Data under study.

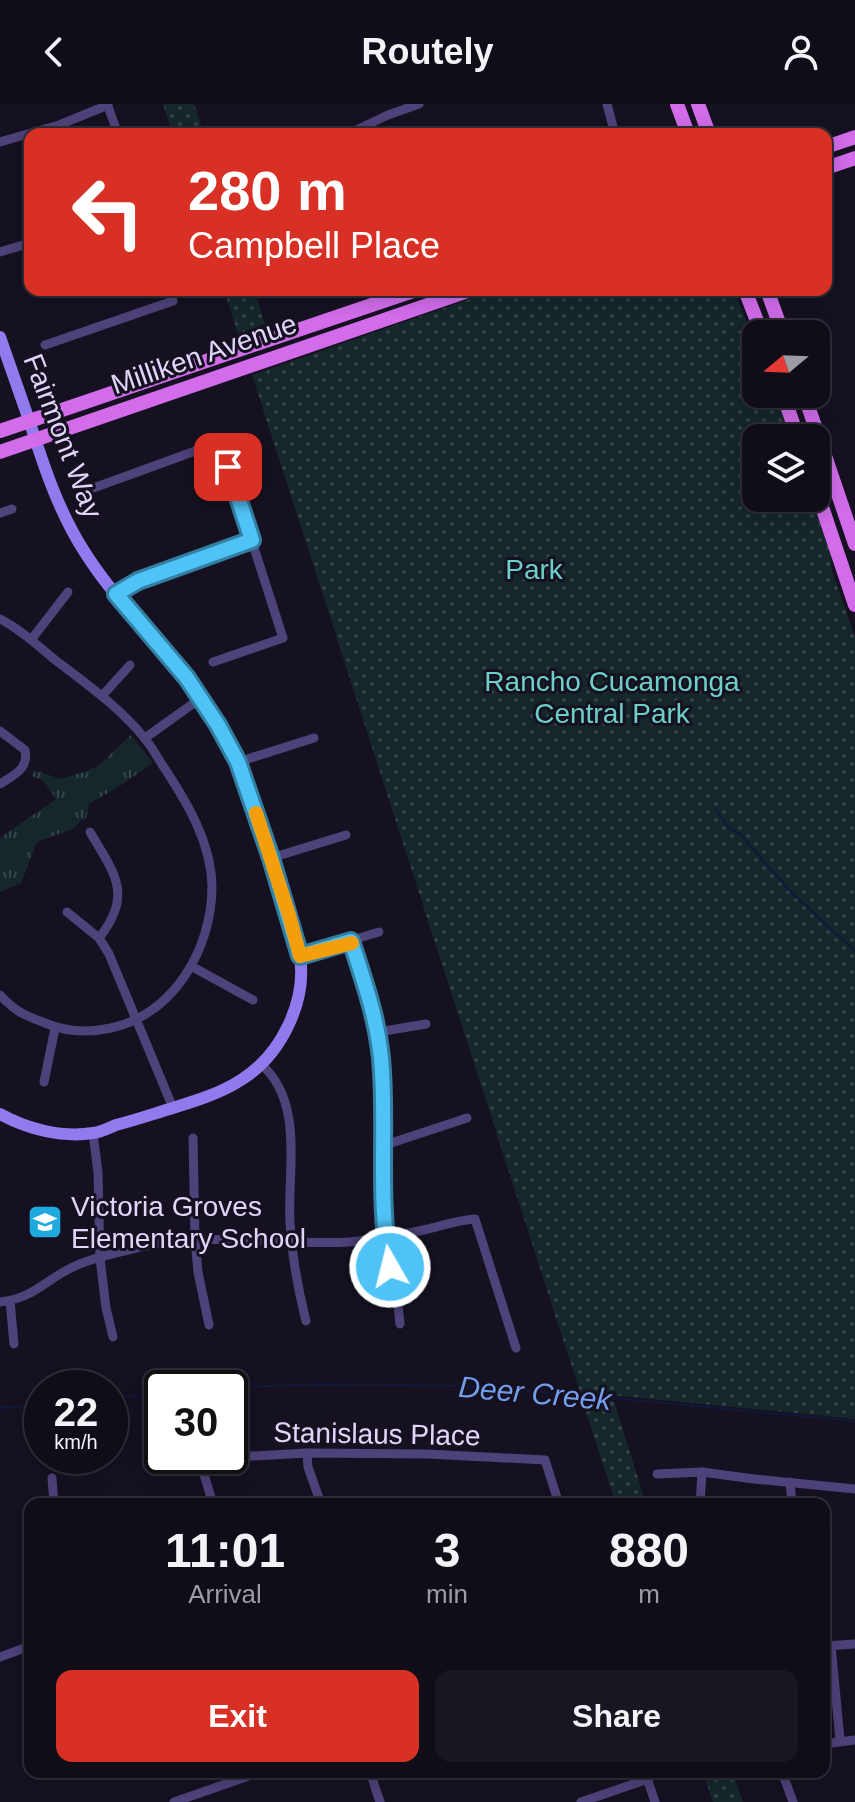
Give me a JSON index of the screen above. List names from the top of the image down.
{
  "streets": {
    "main road": ["Milliken Avenue"],
    "street": ["Fairmont Way", "Stanislaus Place"]
  },
  "crossings": [
    ["Milliken Avenue", "Fairmont Way"]
  ],
  "water": ["Deer Creek"],
  "parks": ["Park", "Rancho Cucamonga Central Park"],
  "places": {
    "school or university": ["Victoria Groves Elementary School"]
  },
  "north": "left",
  "page": {
    "header": "Routely",
    "turn": ["280 m", "Campbell Place"],
    "speed": "22 km/h",
    "limit": "30",
    "eta": [
      "11:01",
      "Arrival",
      "3",
      "min",
      "880",
      "m"
    ],
    "buttons": ["Exit", "Share"]
  }
}
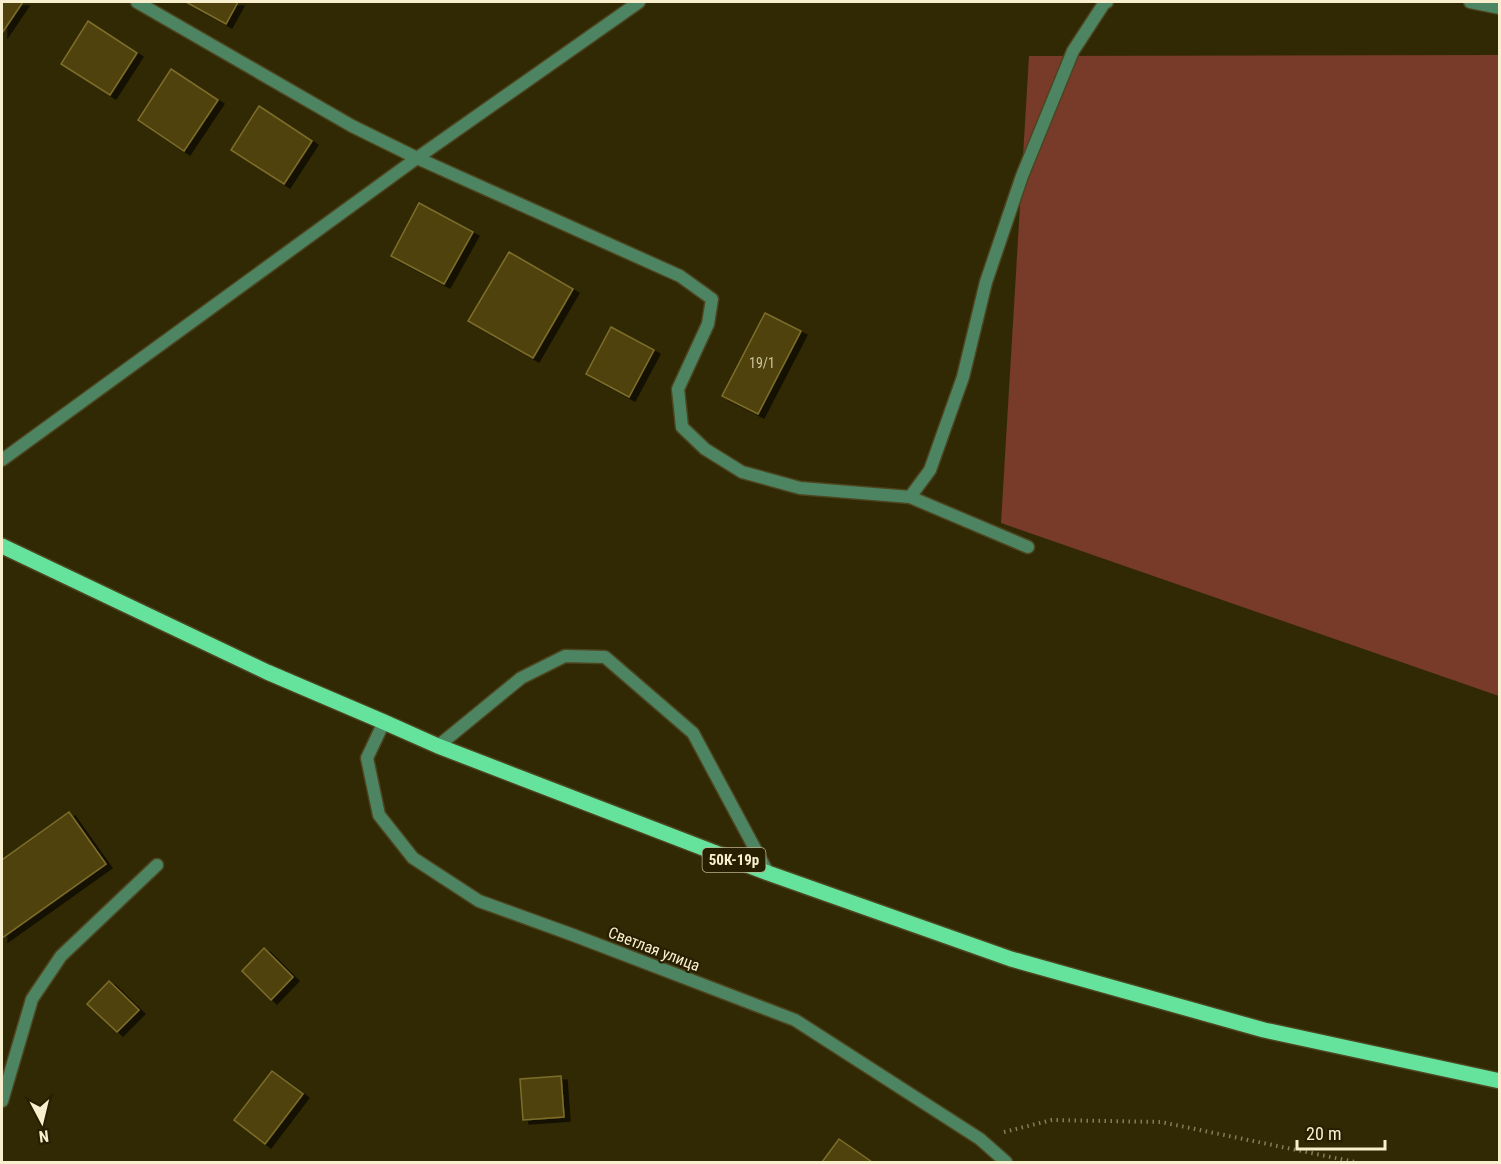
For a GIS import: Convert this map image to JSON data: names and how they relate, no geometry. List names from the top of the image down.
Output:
{
  "streets": {
    "main road": ["50К-19р"],
    "street": ["Светлая улица"]
  },
  "crossings": [
    ["50К-19р", "Светлая улица"]
  ],
  "house_numbers": ["19/1"],
  "scale_bar": "20 m",
  "north": "bottom"
}
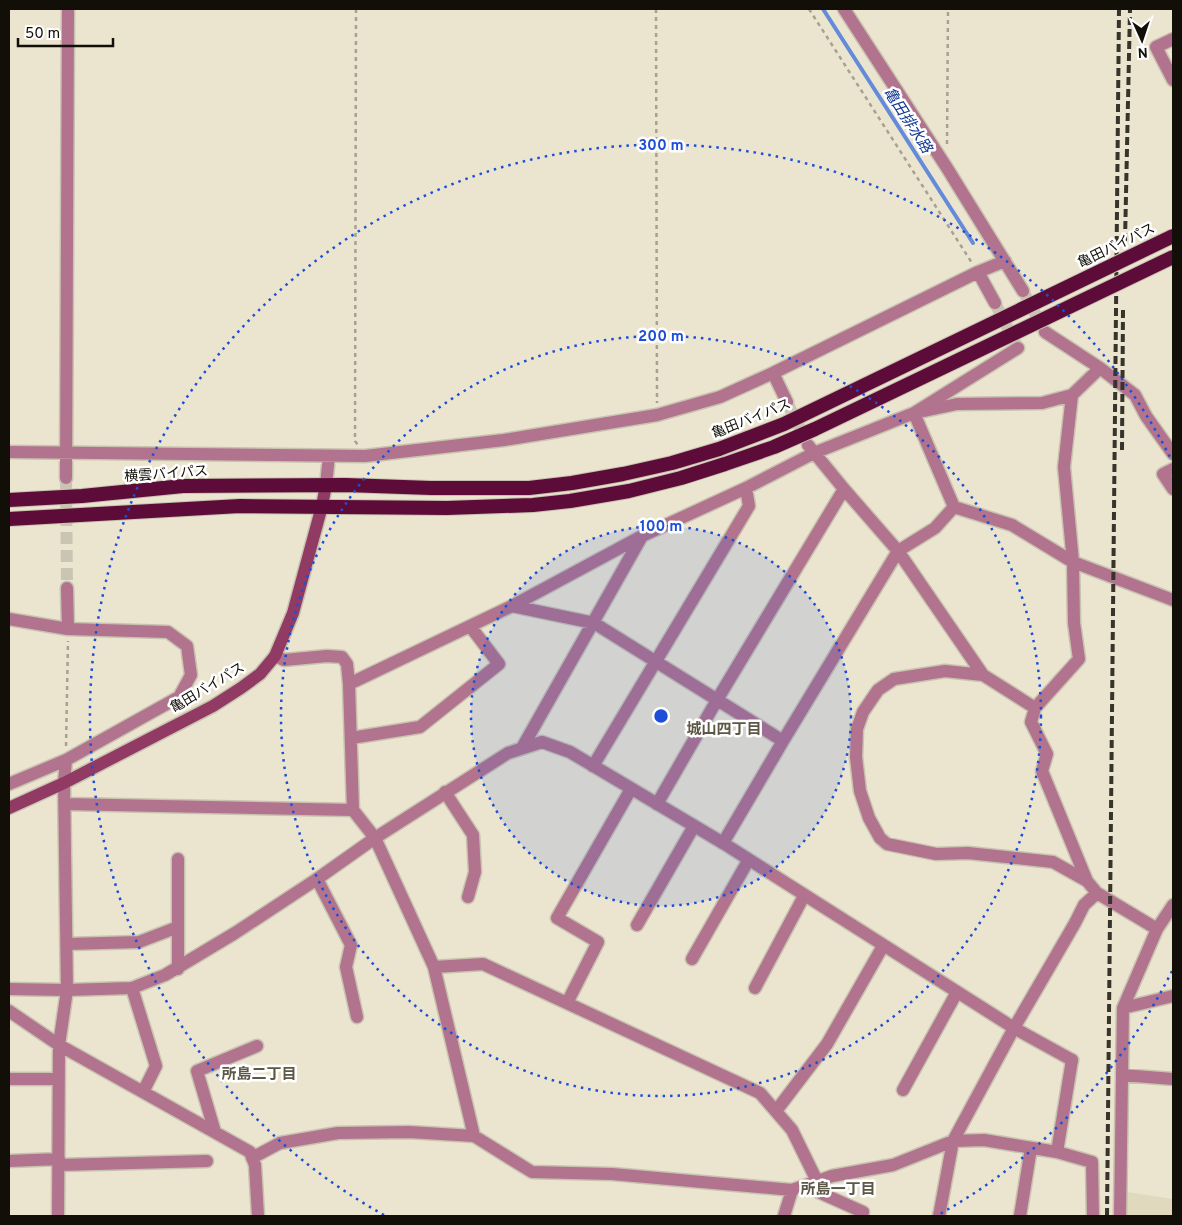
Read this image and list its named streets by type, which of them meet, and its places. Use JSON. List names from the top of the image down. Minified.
{"streets":{"highway":["亀田バイパス","横雲バイパス"]},"crossings":[["亀田バイパス","横雲バイパス"]],"districts":["城山四丁目","所島二丁目","所島一丁目"],"water":["亀田排水路"],"scale_bar":"50 m","north":"bottom","rings":["300 m","200 m","100 m"]}
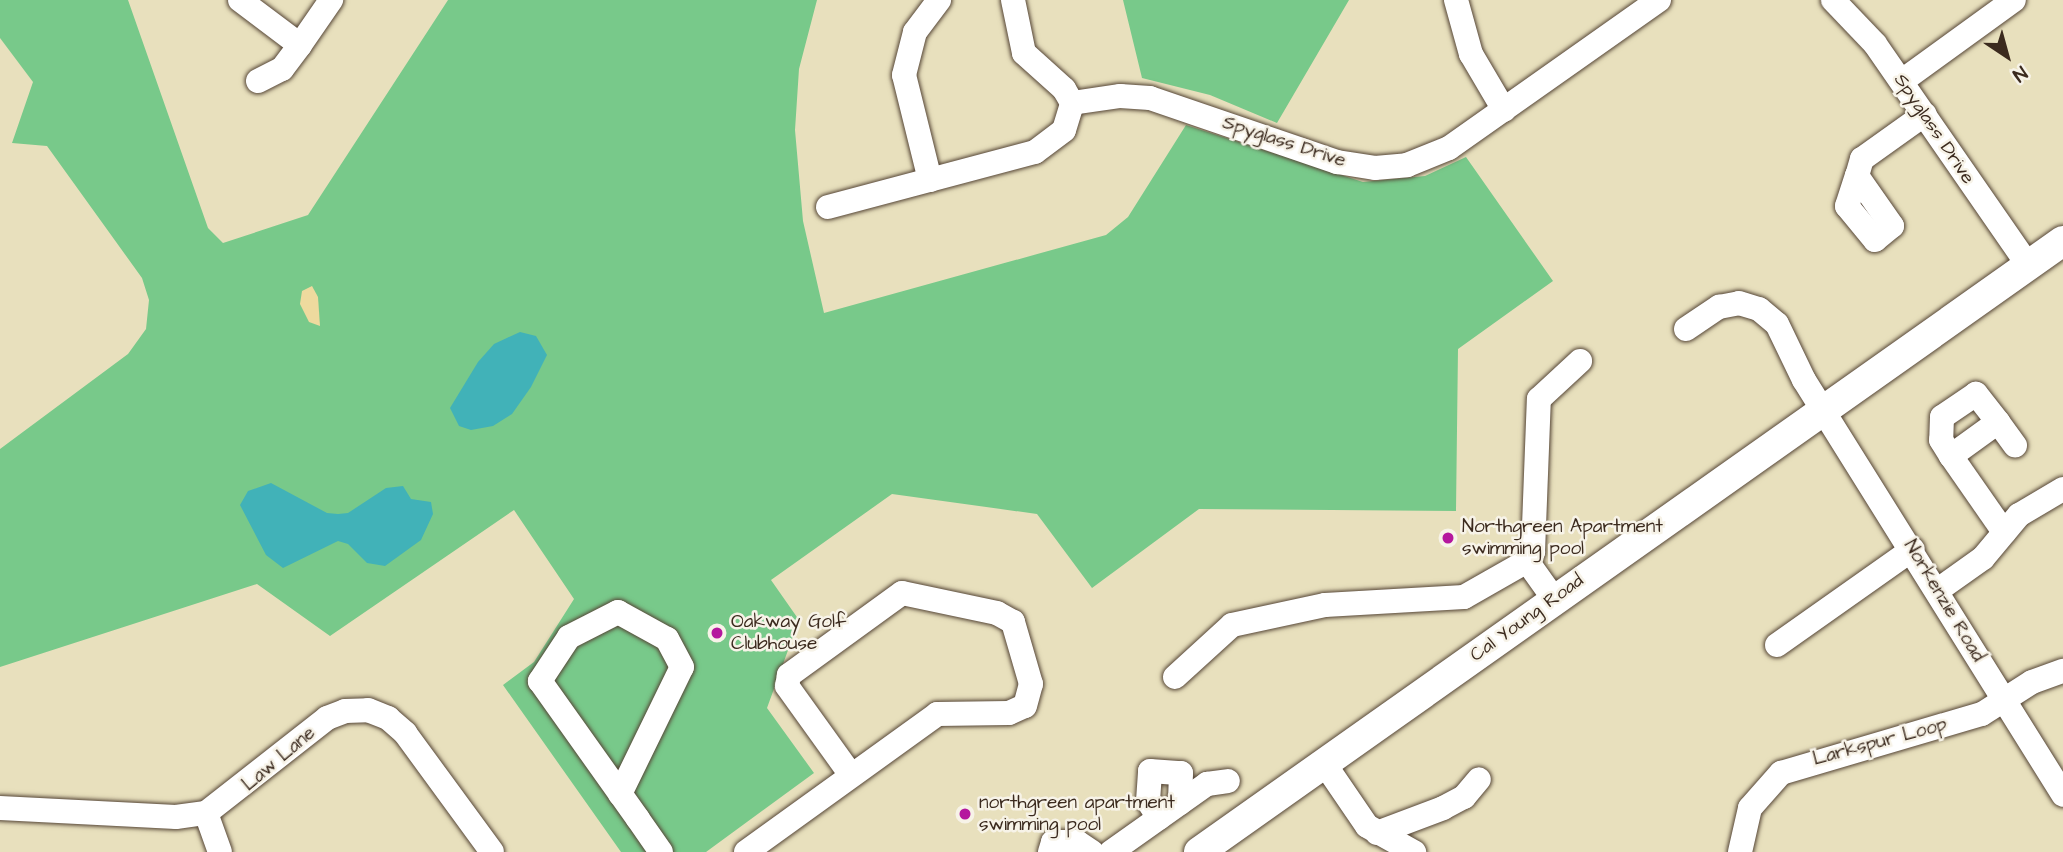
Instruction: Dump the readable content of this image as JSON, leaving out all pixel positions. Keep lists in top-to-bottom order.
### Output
{
  "streets": {
    "main road": ["Cal Young Road"],
    "street": [
      "Spyglass Drive",
      "Norkenzie Road",
      "Larkspur Loop",
      "Law Lane"
    ]
  },
  "crossings": [
    ["Spyglass Drive", "Cal Young Road"],
    ["Norkenzie Road", "Cal Young Road"],
    ["Norkenzie Road", "Larkspur Loop"]
  ],
  "places": ["Northgreen Apartment swimming pool", "Oakway Golf Clubhouse", "northgreen apartment swimming pool"],
  "north": "bottom right"
}
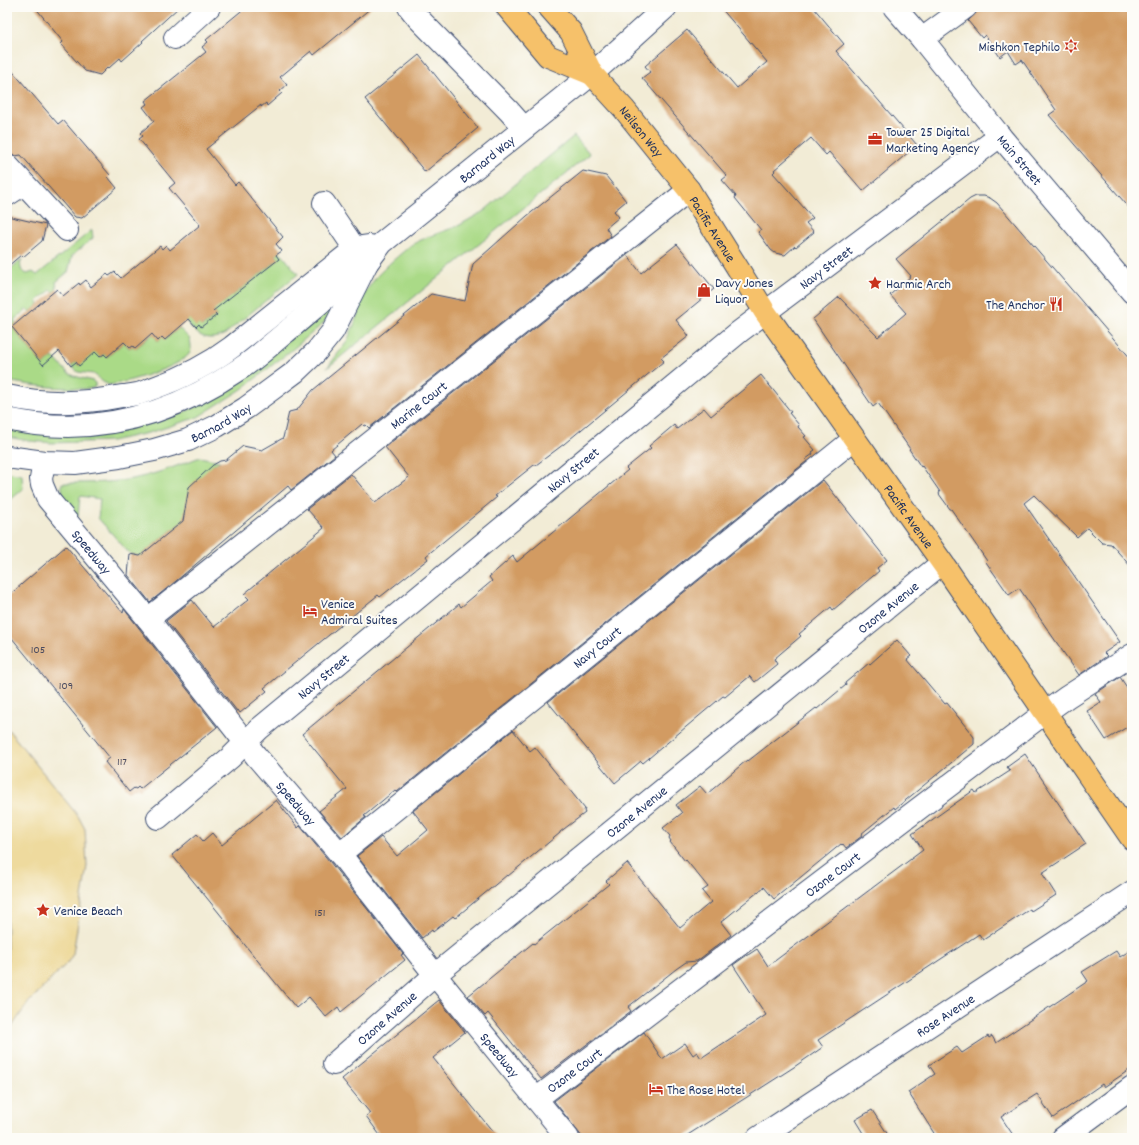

What is expected.
Only the lines above from the one containing "Read this image" through the one containing "Instruction: Dump the" should be returned, verbatim and inclusive, with pictures excluded.

Exercise output.
Read this image and list its named streets by type, which of them meet, and its places. Use JSON. List names from the top of the image down. Minified.
{"streets":{"highway":["亀田バイパス","横雲バイパス"]},"crossings":[["亀田バイパス","横雲バイパス"]],"districts":["城山四丁目","所島二丁目","所島一丁目"],"water":["亀田排水路"],"scale_bar":"50 m","north":"bottom","rings":["300 m","200 m","100 m"]}
Instruction: Dump the readable content of this image as JSON, leaving out all pixel positions. Keep lists in top-to-bottom order.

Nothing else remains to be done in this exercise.